After so ruling, the trial court indicated that it wished to continue the hearing within the next few days so that it could adhere to the scheduled July 24, 2002, trial date.  Id. at 223.  Defense counsel responded that he had a conflict, because of a trial scheduled in another county, on Wednesday and Thursday, July 17 and 18, and that he did not "have any time until the day that's set for trial in this case."  Id.  When the trial court suggested Friday (July 19) or Monday (July 22), defense counsel replied, "Well, you know, I have a life."  Id.  In response, the court said that it would consider a "joint motion" for a continuance from the prosecution and defense.(6)  Id.  Defense counsel subsequently prepared an order providing, inter alia, "that the State's Motion to Continue the Omnibus hearing to a Mutually Convenient Later Date is ALLOWED."  Id. (emphasis added).  The court signed the motion.  The hearing was next scheduled for October 25, 2002.  Id. at 224.

As noted in Allen I, we were unable to determine how to properly allocate the majority of the delay between July 16 and October 25, 2002.  As we observed there:

"At the very least, six days of that delay--those days that the trial court was willing to continue the case on its own motion to allow defense counsel to prepare for [the Oregon State Police officer's] testimony--must be attributed to the state.  However, it is unclear whether the balance of the delay beyond that time is properly attributed to (1) the state, as a continuing result of the discovery violation; (2) defendant, because of defense counsel's unwillingness to appear for a continuation of the omnibus hearing on Friday, July 19, or Monday, July 22, before the scheduled July 24 trial date; or (3) either the state or defendant because of reasons attributable to either party that prevented the scheduling of a 'mutually convenient' date for continuing the omnibus hearing, until October 25, 2002."

Id. at 230 (emphasis added).  Consequently, as described above, we remanded for the trial court to determine "the extent to which the delay between July 16 and October 25, 2002, [was] attributable to either or both of the parties," id., and to render a disposition (e.g., dismissal or reinstatement of defendant's conviction) consonant with that determination.

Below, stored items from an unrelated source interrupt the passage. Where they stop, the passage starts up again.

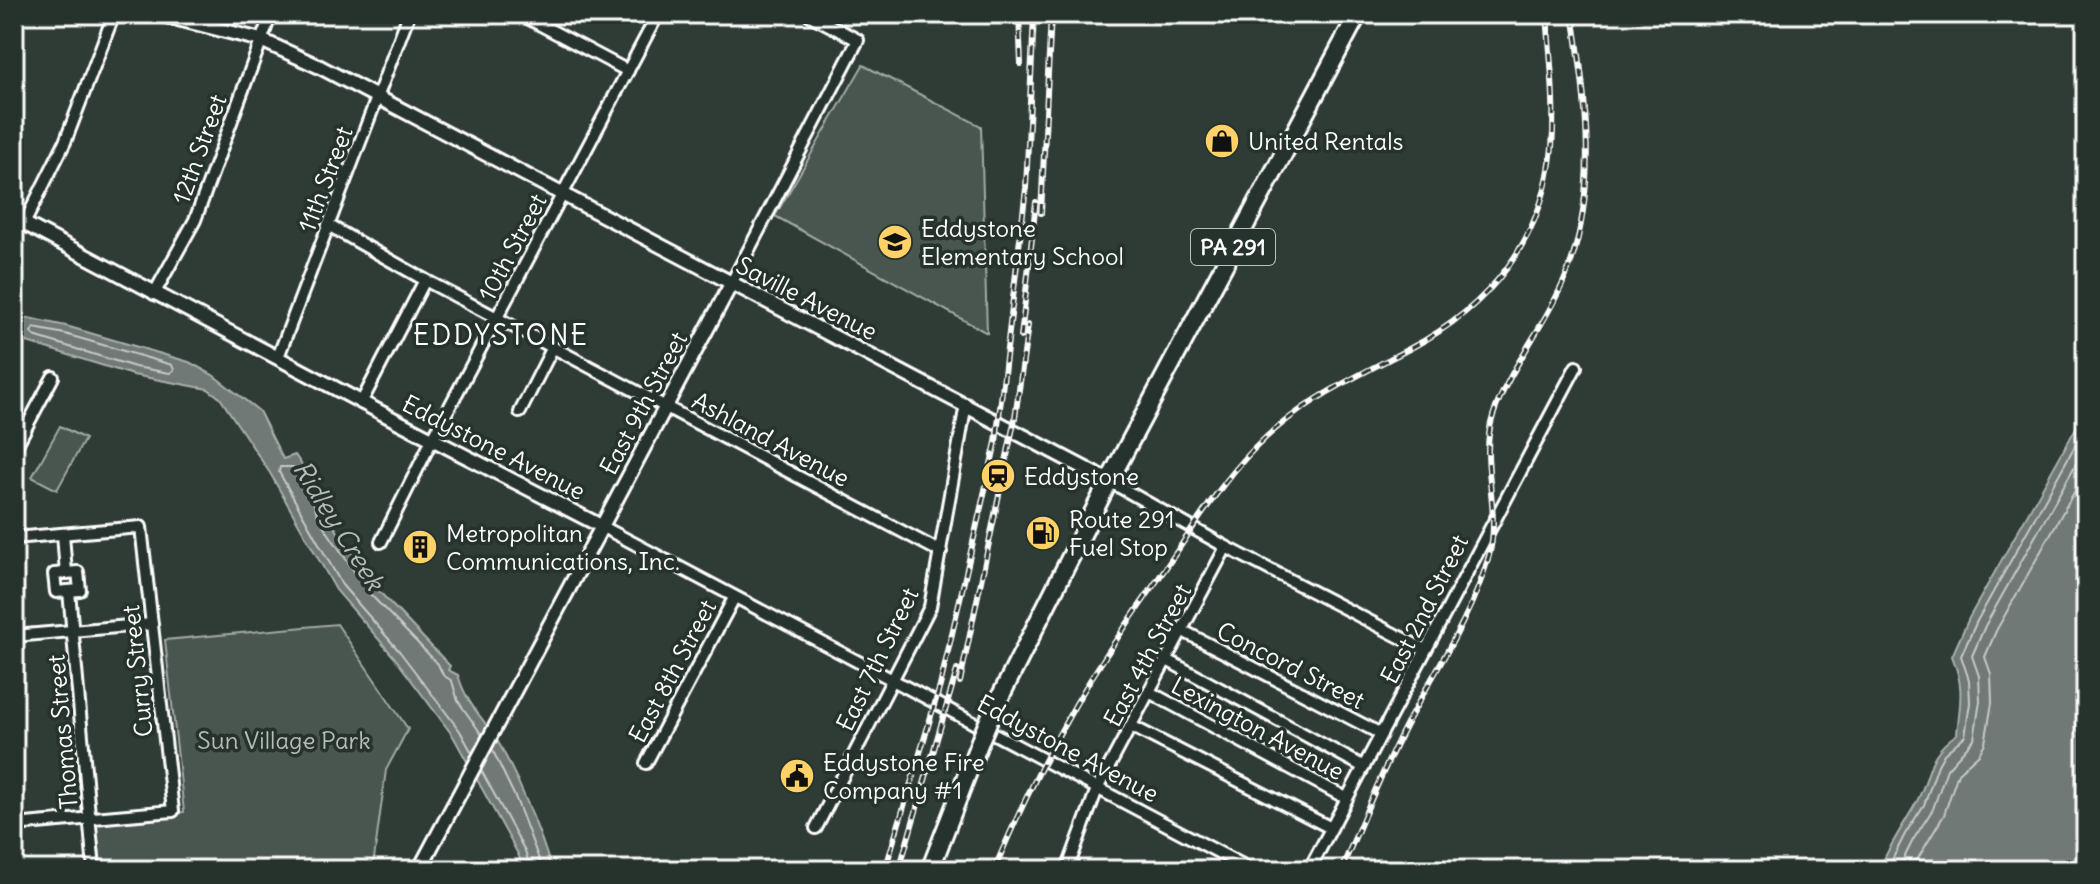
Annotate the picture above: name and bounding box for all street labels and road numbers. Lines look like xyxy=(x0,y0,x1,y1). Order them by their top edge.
street label: 12th Street xyxy=(165,90,233,208)
street label: 11th Street xyxy=(291,122,359,236)
street label: 10th Street xyxy=(471,188,553,306)
road number: PA 291 xyxy=(1191,229,1275,265)
street label: Saville Avenue xyxy=(732,250,882,346)
street label: East 9th Street xyxy=(593,326,693,480)
street label: Ashland Avenue xyxy=(687,385,855,493)
street label: Eddystone Avenue xyxy=(398,388,590,506)
street label: East 2nd Street xyxy=(1374,530,1474,688)
street label: East 4th Street xyxy=(1097,578,1197,732)
street label: East 7th Street xyxy=(829,582,925,736)
street label: East 8th Street xyxy=(622,594,722,748)
street label: Curry Street xyxy=(115,604,159,738)
street label: Concord Street xyxy=(1212,615,1370,715)
street label: Thomas Street xyxy=(40,653,84,811)
street label: Lexington Avenue xyxy=(1166,670,1350,786)
street label: Eddystone Avenue xyxy=(972,688,1164,808)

Before recounting what occurred on remand, we pause to reiterate two salient assumptions--one explicit in Allen I, and the other, implicit--that underlay and informed our remand.  First, if the 101-day period were entirely attributable to the state, the overall period of delay attributable to the state (roughly 15 months) would be unreasonable for purposes of ORS 135.747.  205 Or App at 228-29.  Second, the determination of whether defense counsel was unwilling to appear for a continuation of the omnibus hearing on either Friday, July 19, or Monday, July 22--which would have permitted the trial to proceed as scheduled on July 24--was critical to a determination of whether the delay between July 24 and October 25, when the omnibus hearing was ultimately continued, was attributable to the defense, and not the state.

In retrospect, the latter, implicit assumption could have, and should have, been better amplified in Allen I.(7)  The distinction between whether defense counsel was merely unwilling to appear for a rescheduled continuation of the omnibus hearing necessitated by the state's discovery violation, as opposed to unable to do so because of other, prior commitments, is potentially dispositive.  Most concretely, for purposes of attribution of comparative responsibility for pretrial delay, if the continuation of the omnibus hearing necessitated by the state's discovery violation could have occurred before the scheduled trial date and defense counsel could have appeared, but refused to do so, the consequent delay would be properly attributed to defendant.  Conversely, where the state's discovery violation necessitated an unanticipated continuation of the omnibus hearing, if defense counsel was unable to appear for such a continuation before the scheduled trial date because of preexisting commitments and conflicts, responsibility for the consequent delay, including that resulting from rescheduling the trial, is properly attributable to the state.

On remand, following Allen I, the only additional evidence adduced as to the relative responsibility for the 101-day interval was an uncontroverted affidavit by defense counsel.  In that affidavit, counsel averred that he had preexisting trial and pretrial proceeding commitments in the Portland metropolitan area between Wednesday, July 17, and Friday, July 19.  Counsel further averred that he had a previously scheduled meeting with a client in Oregon City on the afternoon of Monday, July 22, and a previously scheduled sentencing hearing for another client in Washington County early on the afternoon of Tuesday, July 23--the day before the scheduled trial date in this case.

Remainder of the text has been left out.